In a letter (http://bit.ly/15XqTcM) dated March 14 sent to the board’s independent chairman and audit committee member William Post, Teamsters General Secretary Treasurer Ken Hall urged immediate board action to protect the interests of public shareholders from the risks associated with the excessive pledging of stock by Swift’s founder, CEO and controlling shareholder Jerry Moyes by prohibiting any future stock pledging.
The letter states, “The Board’s current policy gives employees or directors the opportunity to pledge up to 20 percent of their family holdings. Moyes and various “Moyes Affiliates” have not only pledged shares up to that amount—just over 12 million shares – for a variety of personal loans, but also pledged an additional 23.8 million shares of Class B common stock (representing $262.3 million in value of shares of Class A common stock) to an unaffiliated trust as part of a Stockholder Offering entered into at the time of the 2010 Initial Public Offering (IPO). Any or all of the pledged shares could be converted into Class A common stock as of December, 2013….In all, Moyes and the Moyes Affiliates have pledged a total of 35.8 million shares, or nearly two-thirds of his entire equity stake in the company and approximately 25 % of the total outstanding shares.”

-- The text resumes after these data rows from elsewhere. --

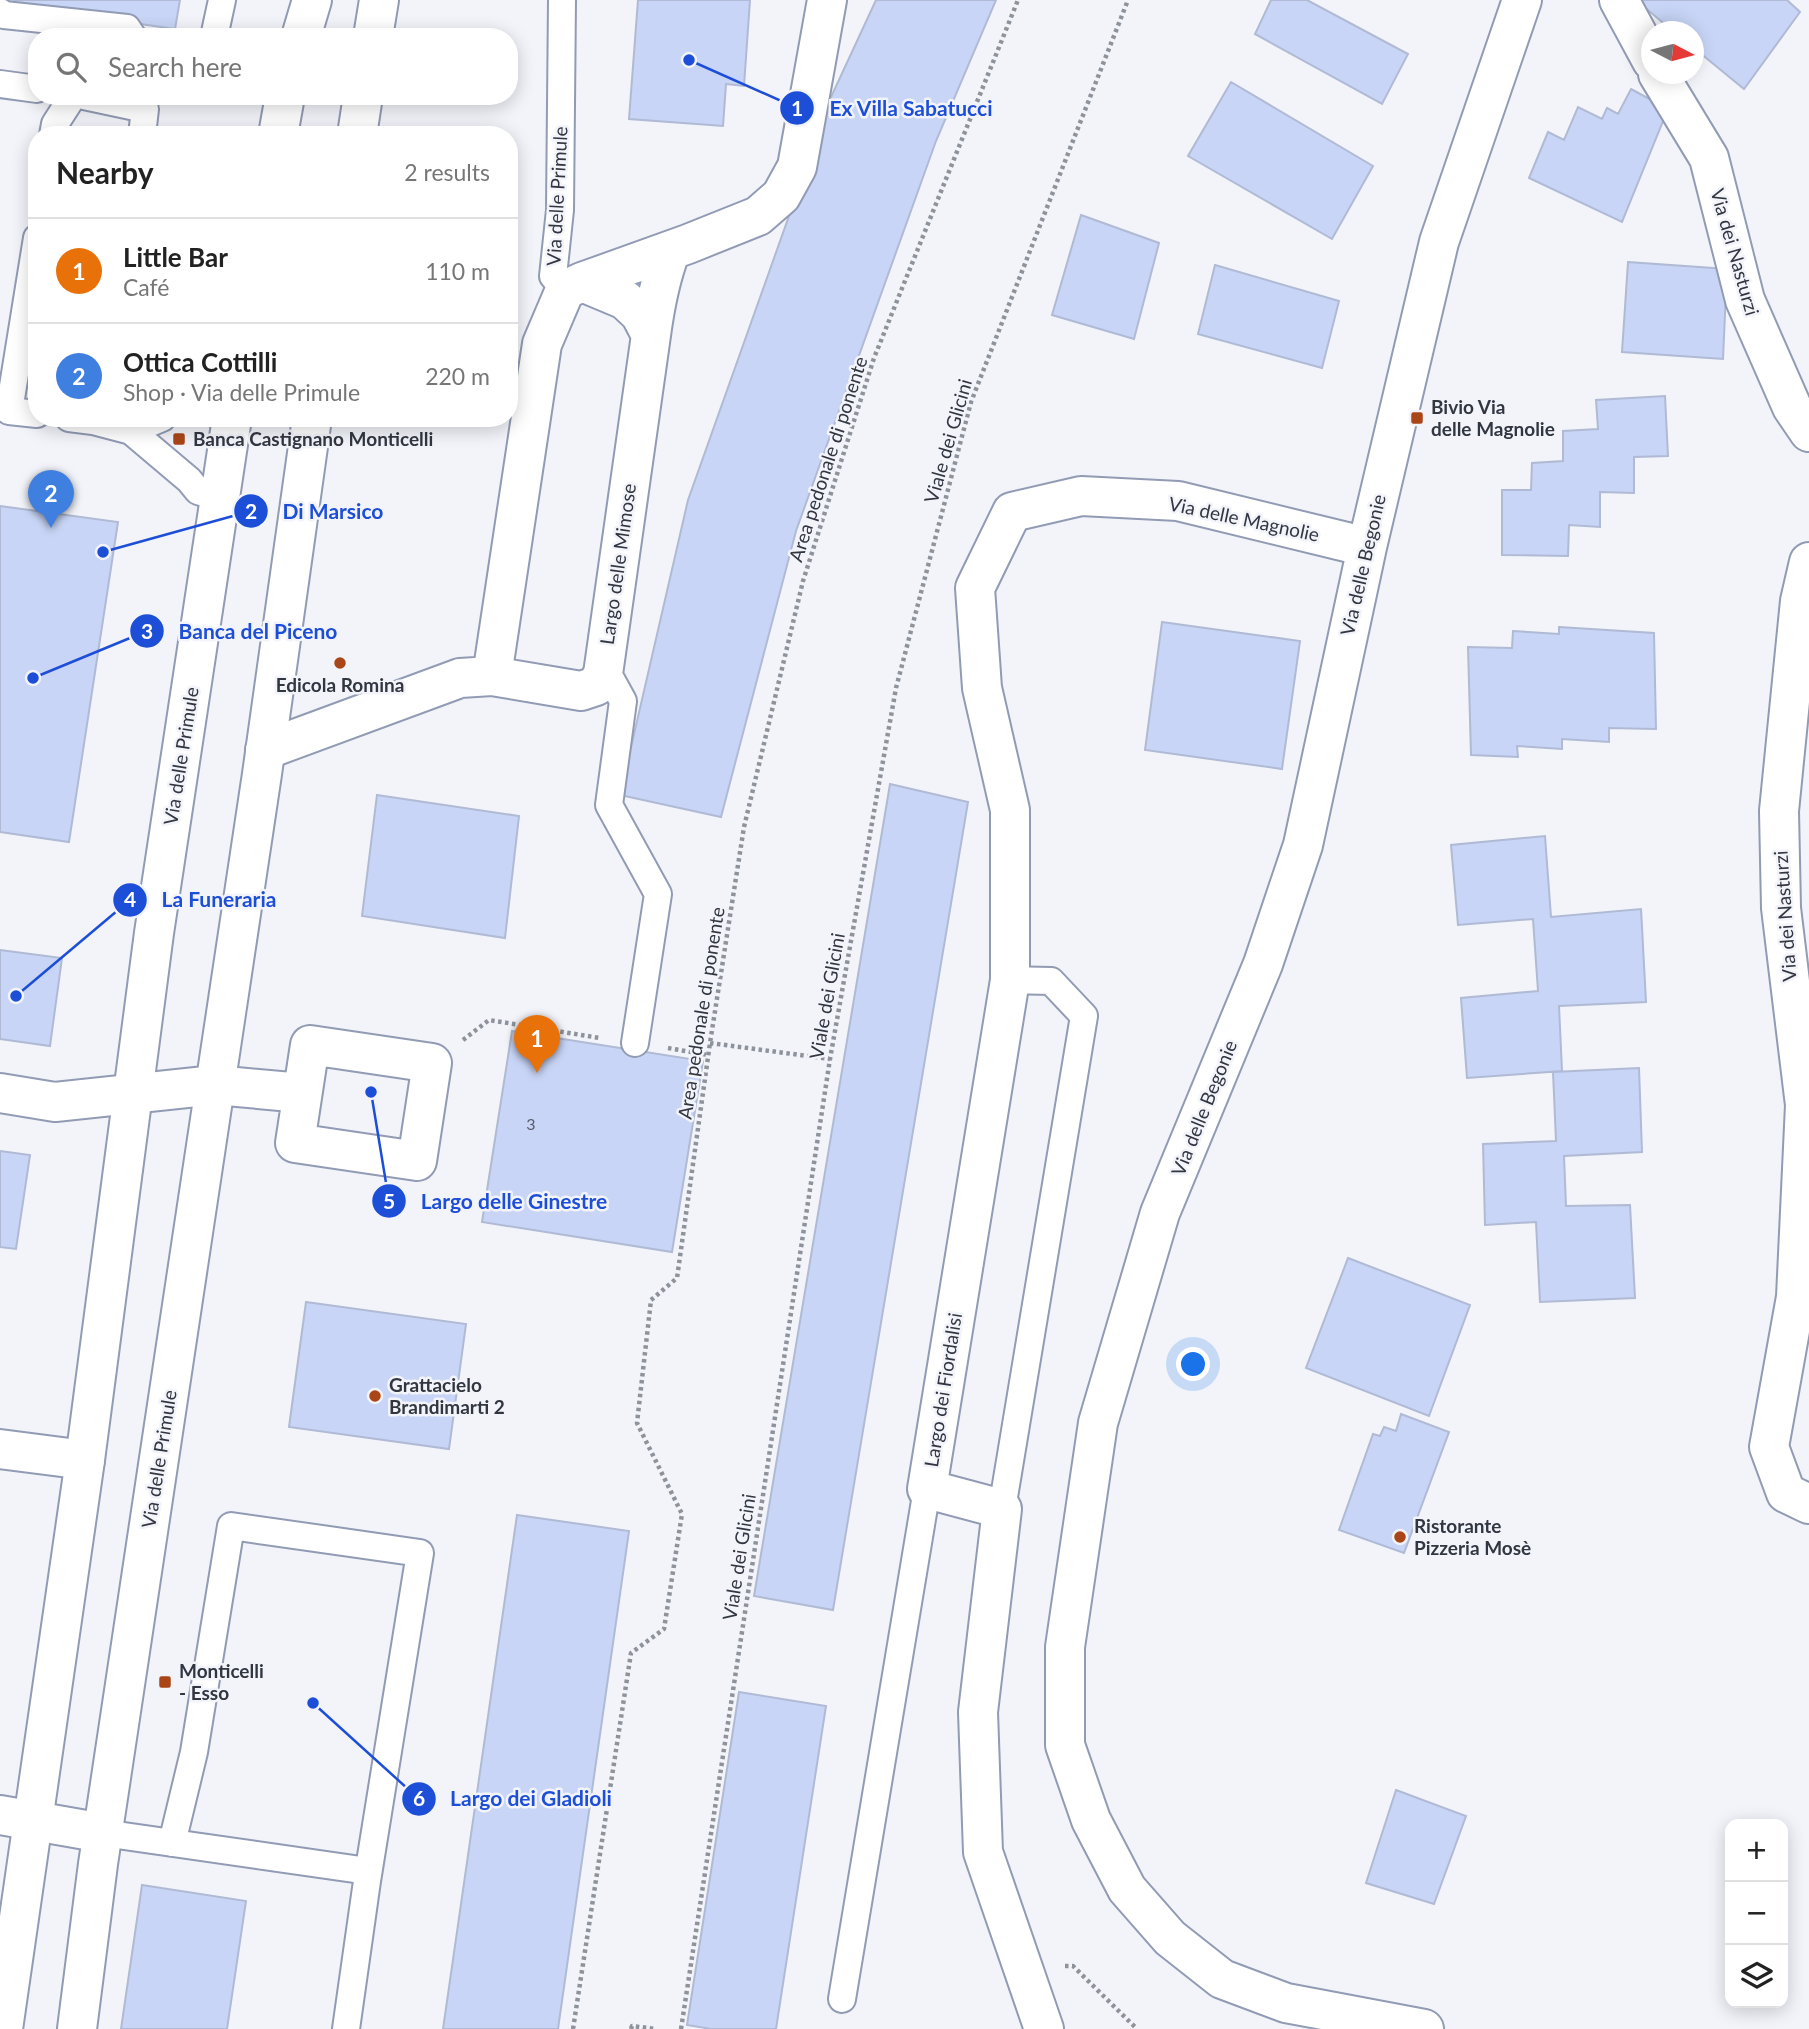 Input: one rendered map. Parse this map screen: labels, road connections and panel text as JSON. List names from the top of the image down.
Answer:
{
  "streets": {
    "street": [
      "Via delle Primule",
      "Via dei Nasturzi",
      "Via delle Magnolie",
      "Largo delle Mimose",
      "Via delle Begonie",
      "Largo dei Fiordalisi"
    ],
    "path": ["Viale dei Glicini", "Area pedonale di ponente"]
  },
  "crossings": [
    ["Via delle Magnolie", "Via delle Begonie"],
    ["Via delle Magnolie", "Largo dei Fiordalisi"]
  ],
  "places": {
    "other": [
      "Ex Villa Sabatucci",
      "Di Marsico",
      "Edicola Romina",
      "Banca del Piceno",
      "La Funeraria",
      "Largo delle Ginestre",
      "Grattacielo Brandimarti 2",
      "Ristorante Pizzeria Mosè",
      "Largo dei Gladioli"
    ],
    "transit": ["Bivio Via delle Magnolie", "Banca Castignano Monticelli", "Monticelli - Esso"]
  },
  "house_numbers": ["3"],
  "north": "right",
  "page": {
    "search": "Search here",
    "heading": ["Nearby", "2 results"],
    "list": [
      {
        "mark": "1",
        "name": "Little Bar",
        "note": "Café",
        "value": "110 m"
      },
      {
        "mark": "2",
        "name": "Ottica Cottilli",
        "note": "Shop · Via delle Primule",
        "value": "220 m"
      }
    ],
    "pins": ["2", "1"],
    "map_buttons": ["+", "−"]
  }
}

“Allowing the company’s CEO and controlling shareholder Jerry Moyes to gamble nearly 25 percent of Swift’s total outstanding shares as collateral for his personal loans is indefensible,” Hall said. “It is vital that this board exercise its independence and authority to protect the interests of public shareholders.”
The company’s financial statements also identify Moyes’ substantial ownership interests in and guarantees to other businesses as a material risk to investors given his exposure to potential lawsuits or liabilities. According to the company’s 2012 annual report, Moyes has given “personal guarantees to lenders to the various businesses and real estate investments in which he has an ownership interest and in certain cases, the underlying loans are in default and in the process of being restructured and/or settled. If Mr. Moyes is otherwise unable to settle or raise the necessary amount of proceeds to satisfy his obligations to such lenders he may be subject to significant lawsuits.”

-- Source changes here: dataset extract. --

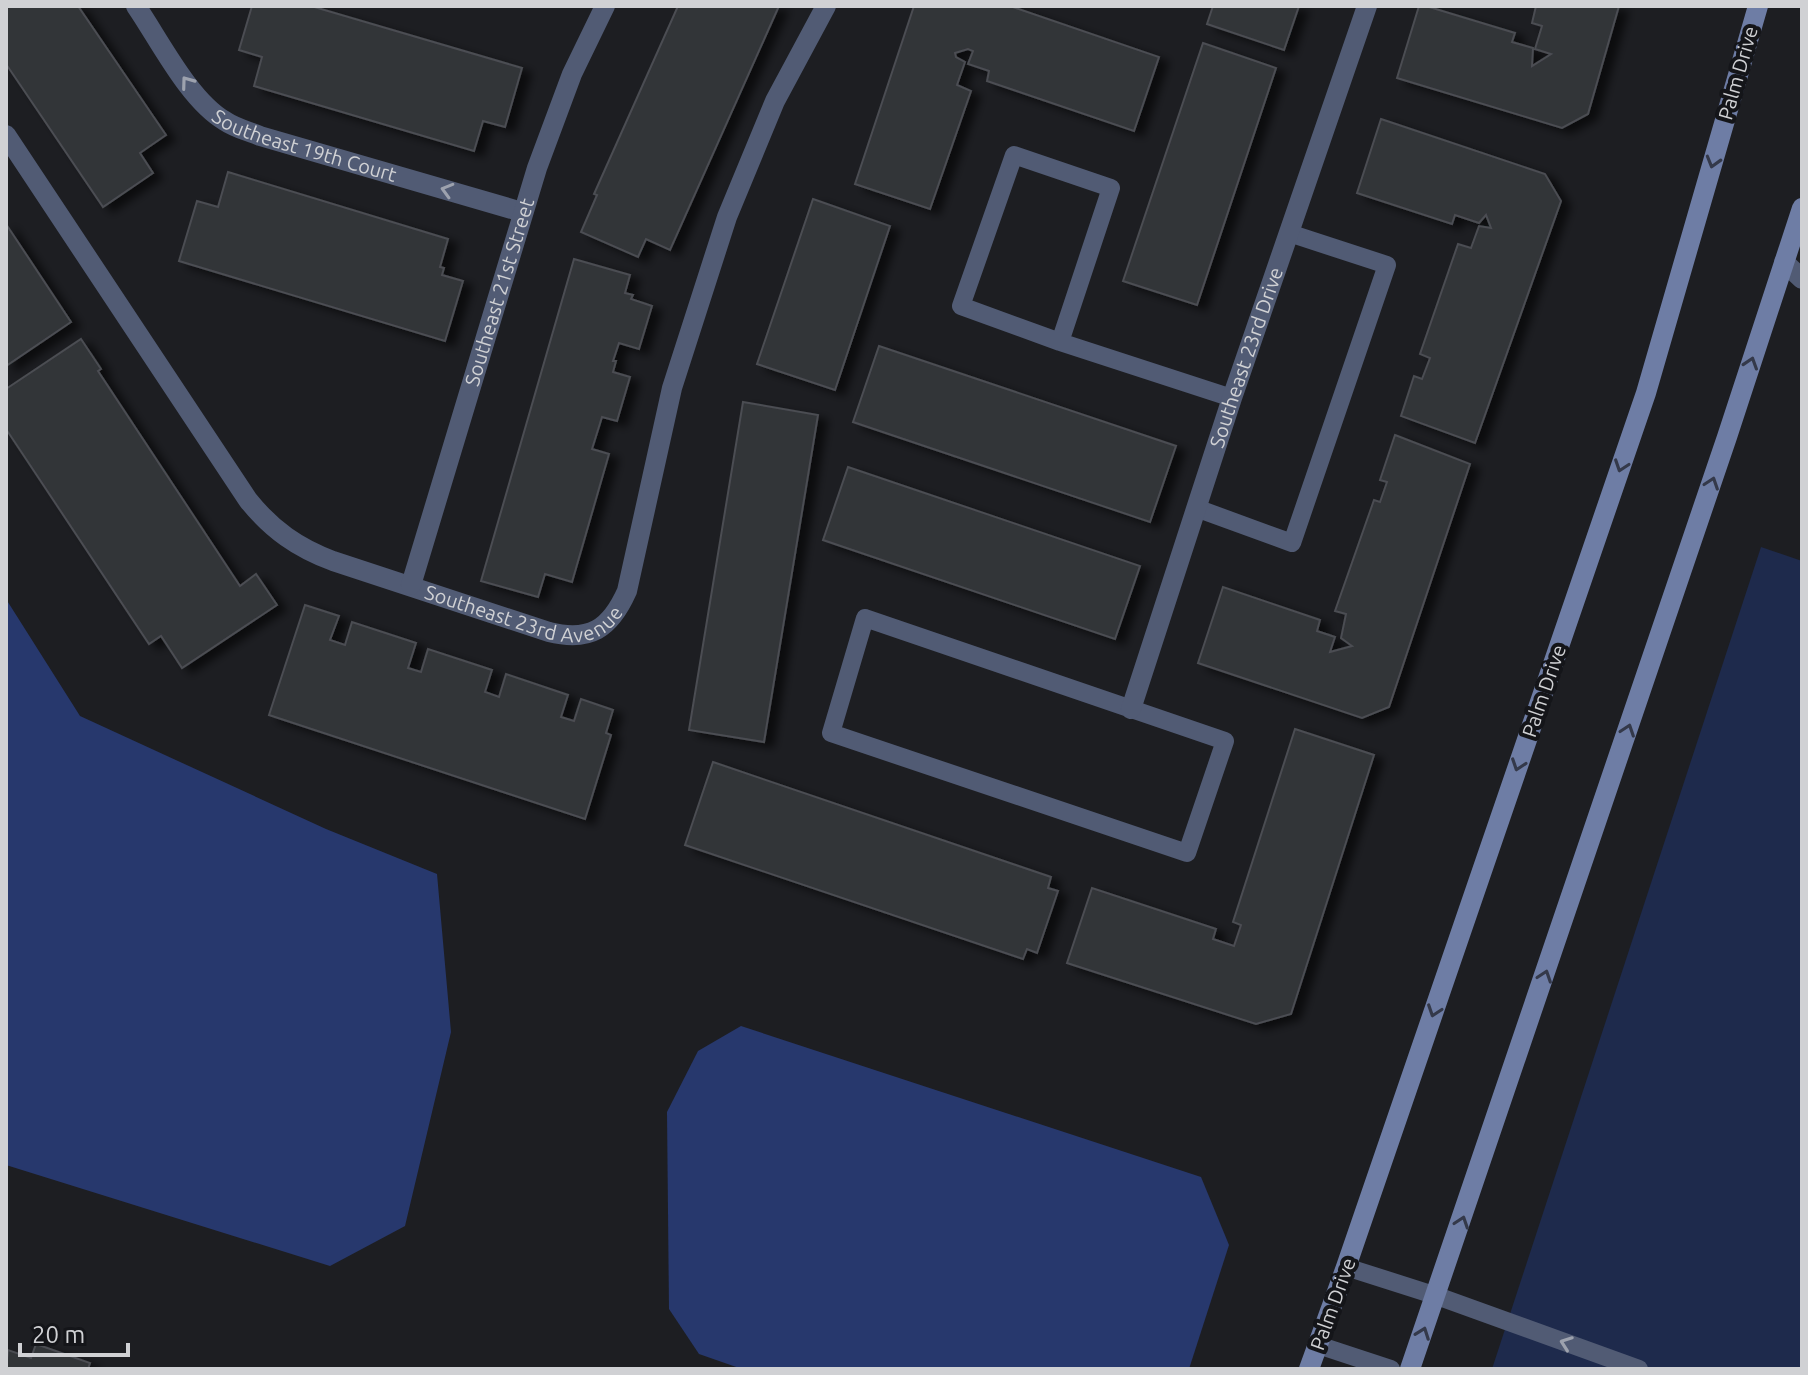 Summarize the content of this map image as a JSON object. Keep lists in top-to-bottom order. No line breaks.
{"streets":{"main road":["Palm Drive"],"street":["Southeast 19th Court","Southeast 21st Street","Southeast 23rd Drive","Southeast 23rd Avenue"]},"crossings":[["Southeast 19th Court","Southeast 21st Street"],["Southeast 21st Street","Southeast 23rd Avenue"]],"one_way":["Southeast 19th Court"],"scale_bar":"20 m"}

Investors have become increasingly concerned by pledging of stock in light of recent events at Chesapeake Energy and Green Mountain Coffee in which margin calls forced the founders of each company to sell significant quantities of stock they had pledged—dramatically hurting the companies and their other investors.
The Teamsters’ letter also urged improved disclosures about the board’s process for authorizing related party transactions.

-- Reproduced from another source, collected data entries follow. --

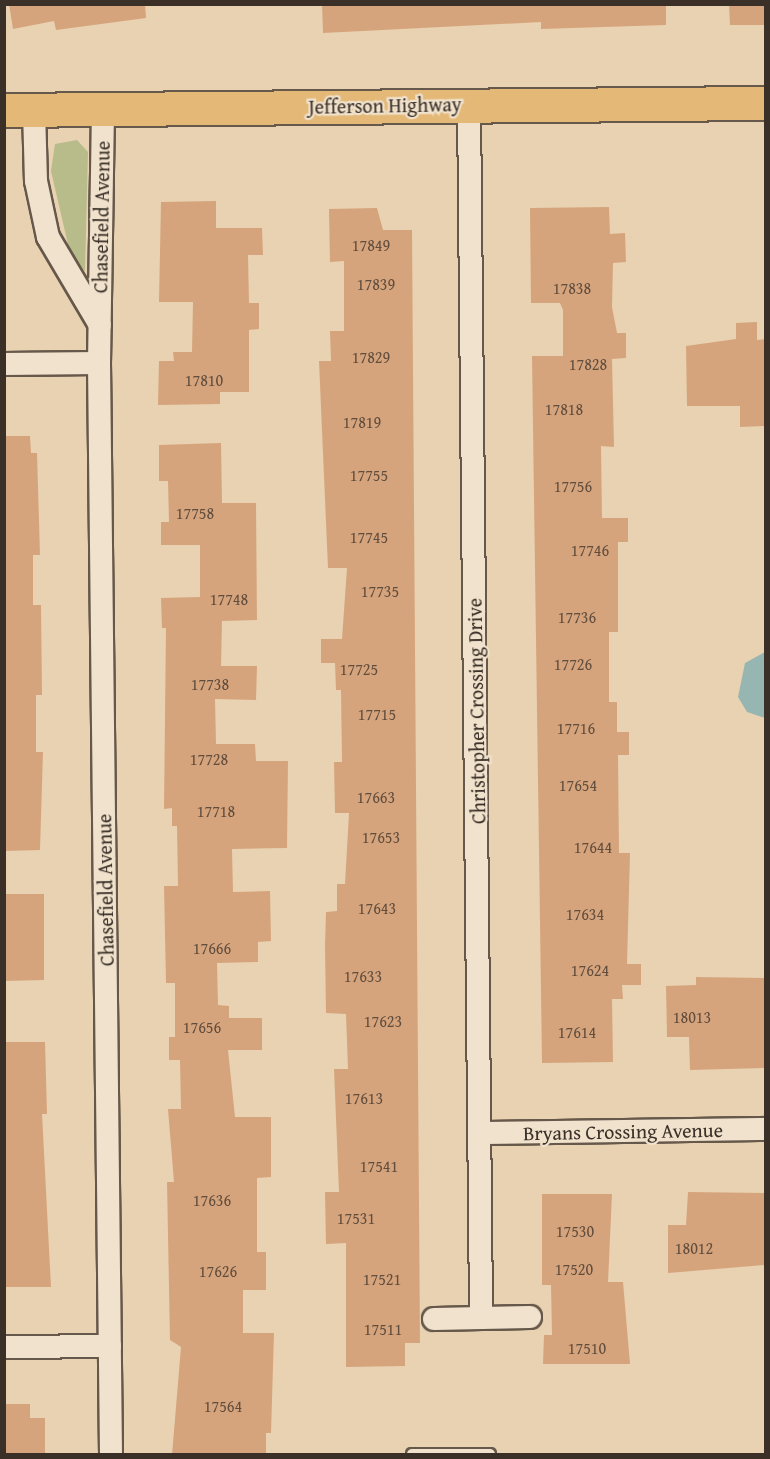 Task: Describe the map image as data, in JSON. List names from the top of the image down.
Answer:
{
  "streets": {
    "main road": ["Jefferson Highway"],
    "street": ["Chasefield Avenue", "Christopher Crossing Drive", "Bryans Crossing Avenue"]
  },
  "crossings": [
    ["Jefferson Highway", "Chasefield Avenue"],
    ["Jefferson Highway", "Christopher Crossing Drive"],
    ["Christopher Crossing Drive", "Bryans Crossing Avenue"]
  ],
  "house_numbers": [
    "17849",
    "17839",
    "17838",
    "17829",
    "17828",
    "17810",
    "17818",
    "17819",
    "17755",
    "17756",
    "17758",
    "17745",
    "17746",
    "17735",
    "17748",
    "17736",
    "17726",
    "17725",
    "17738",
    "17715",
    "17716",
    "17728",
    "17654",
    "17663",
    "17718",
    "17653",
    "17644",
    "17643",
    "17634",
    "17666",
    "17624",
    "17633",
    "18013",
    "17623",
    "17656",
    "17614",
    "17613",
    "17541",
    "17636",
    "17531",
    "17530",
    "18012",
    "17520",
    "17626",
    "17521",
    "17511",
    "17510",
    "17564"
  ]
}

The letter notes, “In the last three fiscal years, related party transactions between Swift and Moyes-controlled business have exceeded $36 million. Coupled with the fact that these other entities may compete for business with Swift, the relationships pose material risks to investors, as acknowledged in the company’s financial statements.”
Related party transactions have long been a concern at Swift. In 2003, a Teamster proposal calling for an independent chairman of the board at Swift received majority support by outside investors after the Teamsters highlighted the massive web of interlocking financial dealings between Swift and other Moyes-owned businesses.
In 2004, the U.S. Department of Justice and SEC launched an investigation into suspected insider trading by Moyes at Swift. He announced he would step down as president immediately, resign as CEO by the end of 2005 and give up some of the powers of being chairman. In 2005, Moyes paid $1.5 million in disgorgement, prejudgment interest and penalties to settle the SEC insider trading investigation at Swift and resigned from all of his leadership positions. He took the company private in 2007 and then public again in 2010—this time with a dual class stock structure, providing himself 54.5 percent of the voting power for his 40.4 percent holdings of common stock.
“There needs to be meaningful board oversight and management accountability even at a controlled company like Swift,” Hall said. “Someone needs to tell Jerry Moyes to stop using Swift’s corporate coffers as his own personal piggy bank.”